Task brief: The entries are to be reproduced word for word, with all images left out.

(Data excerpts begins)

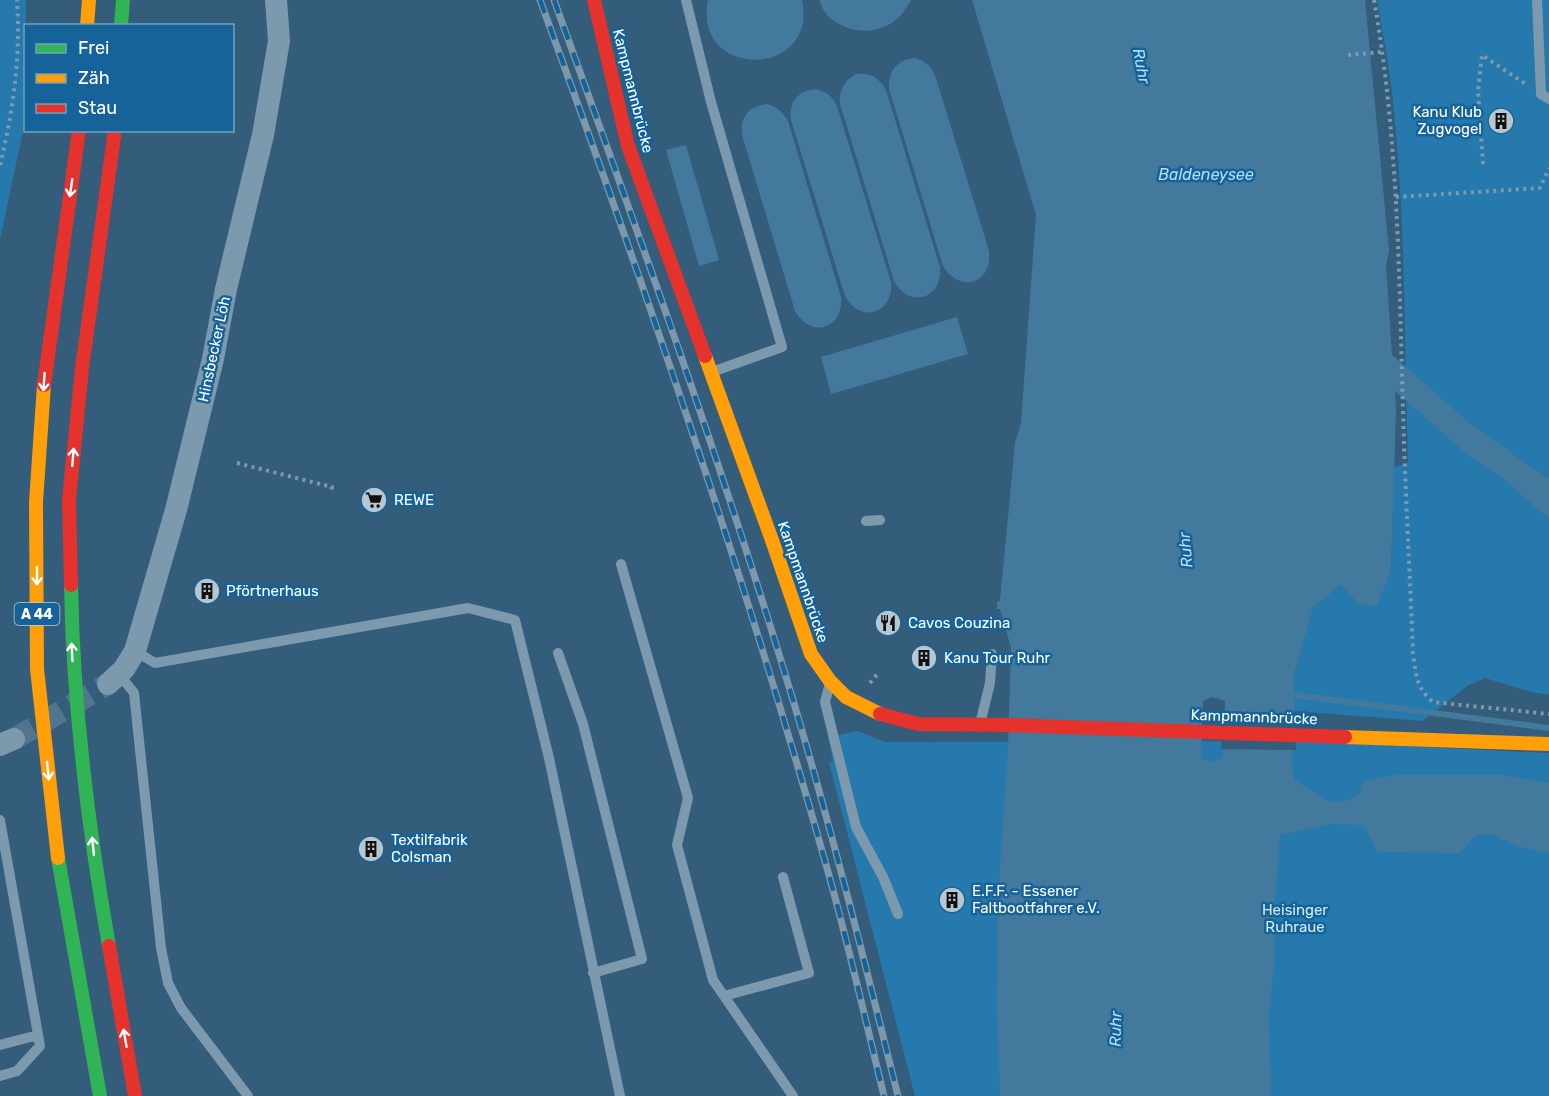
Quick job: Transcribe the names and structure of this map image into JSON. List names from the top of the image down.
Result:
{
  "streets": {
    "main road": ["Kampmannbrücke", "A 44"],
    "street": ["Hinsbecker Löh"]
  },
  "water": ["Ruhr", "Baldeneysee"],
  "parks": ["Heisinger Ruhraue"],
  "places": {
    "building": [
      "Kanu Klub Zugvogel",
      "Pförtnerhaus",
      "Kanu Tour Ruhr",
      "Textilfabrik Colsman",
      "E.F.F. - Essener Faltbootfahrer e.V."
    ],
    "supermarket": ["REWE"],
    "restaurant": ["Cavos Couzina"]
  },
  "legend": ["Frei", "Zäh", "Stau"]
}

(Data excerpts ends)

Answer box:
Quick job: Transcribe the names and structure of this map image into JSON. List names from the top of the image down.
Result:
{
  "streets": {
    "main road": ["Kampmannbrücke", "A 44"],
    "street": ["Hinsbecker Löh"]
  },
  "water": ["Ruhr", "Baldeneysee"],
  "parks": ["Heisinger Ruhraue"],
  "places": {
    "building": [
      "Kanu Klub Zugvogel",
      "Pförtnerhaus",
      "Kanu Tour Ruhr",
      "Textilfabrik Colsman",
      "E.F.F. - Essener Faltbootfahrer e.V."
    ],
    "supermarket": ["REWE"],
    "restaurant": ["Cavos Couzina"]
  },
  "legend": ["Frei", "Zäh", "Stau"]
}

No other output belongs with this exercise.